╭─ INPUT

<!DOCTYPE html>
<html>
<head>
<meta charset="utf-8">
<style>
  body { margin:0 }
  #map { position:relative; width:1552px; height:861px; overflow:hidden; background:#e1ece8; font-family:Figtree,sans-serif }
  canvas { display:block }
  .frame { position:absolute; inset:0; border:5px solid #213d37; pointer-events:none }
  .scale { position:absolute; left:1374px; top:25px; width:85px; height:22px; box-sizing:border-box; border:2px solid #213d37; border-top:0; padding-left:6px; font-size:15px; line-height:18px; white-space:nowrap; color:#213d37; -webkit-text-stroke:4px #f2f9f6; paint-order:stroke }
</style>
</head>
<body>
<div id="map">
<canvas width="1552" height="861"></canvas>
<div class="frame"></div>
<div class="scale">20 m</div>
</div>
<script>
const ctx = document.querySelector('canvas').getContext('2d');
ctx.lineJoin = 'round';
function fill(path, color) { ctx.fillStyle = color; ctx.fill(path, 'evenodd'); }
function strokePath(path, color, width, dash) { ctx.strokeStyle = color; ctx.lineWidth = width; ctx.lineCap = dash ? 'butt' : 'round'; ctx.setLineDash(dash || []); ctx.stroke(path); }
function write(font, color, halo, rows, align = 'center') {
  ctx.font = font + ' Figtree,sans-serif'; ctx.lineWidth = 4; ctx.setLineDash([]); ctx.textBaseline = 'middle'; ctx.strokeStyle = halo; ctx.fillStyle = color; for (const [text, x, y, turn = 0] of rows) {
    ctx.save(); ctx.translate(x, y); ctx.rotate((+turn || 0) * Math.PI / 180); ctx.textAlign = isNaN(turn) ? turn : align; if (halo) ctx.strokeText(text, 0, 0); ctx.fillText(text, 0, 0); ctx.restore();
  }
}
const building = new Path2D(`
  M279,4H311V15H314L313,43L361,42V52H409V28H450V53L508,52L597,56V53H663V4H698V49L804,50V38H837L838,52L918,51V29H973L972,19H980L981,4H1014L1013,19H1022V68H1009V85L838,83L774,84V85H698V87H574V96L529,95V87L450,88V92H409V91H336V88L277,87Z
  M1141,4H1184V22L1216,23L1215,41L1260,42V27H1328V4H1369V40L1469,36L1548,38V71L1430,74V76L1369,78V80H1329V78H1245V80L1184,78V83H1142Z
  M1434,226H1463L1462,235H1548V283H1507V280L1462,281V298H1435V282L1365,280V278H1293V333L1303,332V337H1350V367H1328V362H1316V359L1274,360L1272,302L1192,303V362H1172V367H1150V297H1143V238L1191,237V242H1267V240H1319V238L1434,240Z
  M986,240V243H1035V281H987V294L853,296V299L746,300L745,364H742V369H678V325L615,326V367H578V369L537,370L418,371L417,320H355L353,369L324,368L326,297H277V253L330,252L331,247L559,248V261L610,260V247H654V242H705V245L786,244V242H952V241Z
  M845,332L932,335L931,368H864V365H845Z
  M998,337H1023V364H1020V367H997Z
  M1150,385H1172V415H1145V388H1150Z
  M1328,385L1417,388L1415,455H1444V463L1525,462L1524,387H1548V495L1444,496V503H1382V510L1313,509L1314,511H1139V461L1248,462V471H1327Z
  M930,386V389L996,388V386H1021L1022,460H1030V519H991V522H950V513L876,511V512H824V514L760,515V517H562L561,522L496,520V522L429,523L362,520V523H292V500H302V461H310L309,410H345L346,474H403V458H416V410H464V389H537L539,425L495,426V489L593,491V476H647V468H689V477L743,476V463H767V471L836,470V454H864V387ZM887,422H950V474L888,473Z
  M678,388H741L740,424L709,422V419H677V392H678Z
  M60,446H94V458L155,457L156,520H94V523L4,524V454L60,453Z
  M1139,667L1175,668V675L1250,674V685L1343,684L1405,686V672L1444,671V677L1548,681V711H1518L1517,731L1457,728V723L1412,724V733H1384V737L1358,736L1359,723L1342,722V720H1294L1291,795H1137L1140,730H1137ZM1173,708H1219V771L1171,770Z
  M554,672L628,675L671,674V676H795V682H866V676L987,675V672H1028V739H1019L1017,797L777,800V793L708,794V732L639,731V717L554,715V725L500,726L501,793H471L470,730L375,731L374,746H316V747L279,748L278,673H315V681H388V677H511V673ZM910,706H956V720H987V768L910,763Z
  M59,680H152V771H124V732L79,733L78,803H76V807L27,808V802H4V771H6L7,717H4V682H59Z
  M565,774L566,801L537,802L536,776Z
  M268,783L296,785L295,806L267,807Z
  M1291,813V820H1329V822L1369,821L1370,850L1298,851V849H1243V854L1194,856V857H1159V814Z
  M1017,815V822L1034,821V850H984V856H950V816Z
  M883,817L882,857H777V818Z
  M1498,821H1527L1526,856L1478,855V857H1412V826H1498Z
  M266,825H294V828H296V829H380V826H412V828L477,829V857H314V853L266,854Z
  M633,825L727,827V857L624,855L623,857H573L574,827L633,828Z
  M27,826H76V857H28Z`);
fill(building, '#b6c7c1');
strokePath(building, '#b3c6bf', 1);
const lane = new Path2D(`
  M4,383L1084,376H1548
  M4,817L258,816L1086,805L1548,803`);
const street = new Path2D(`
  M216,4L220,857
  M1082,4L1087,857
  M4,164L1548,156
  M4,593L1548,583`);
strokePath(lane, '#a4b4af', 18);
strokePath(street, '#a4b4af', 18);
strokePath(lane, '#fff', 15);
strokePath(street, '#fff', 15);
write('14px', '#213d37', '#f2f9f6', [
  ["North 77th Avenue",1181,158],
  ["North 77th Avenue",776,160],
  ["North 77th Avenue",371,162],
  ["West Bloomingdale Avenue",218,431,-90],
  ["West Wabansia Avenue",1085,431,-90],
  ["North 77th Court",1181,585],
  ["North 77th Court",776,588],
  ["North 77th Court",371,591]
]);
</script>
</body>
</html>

╰─

- **EXERCISE INSTRUCTIONS**: If a line in the data holds the string "align", copy that line.

- **REPLY TO THE TASK**:
function write(font, color, halo, rows, align = 'center') {
    ctx.save(); ctx.translate(x, y); ctx.rotate((+turn || 0) * Math.PI / 180); ctx.textAlign = isNaN(turn) ? turn : align; if (halo) ctx.strokeText(text, 0, 0); ctx.fillText(text, 0, 0); ctx.restore();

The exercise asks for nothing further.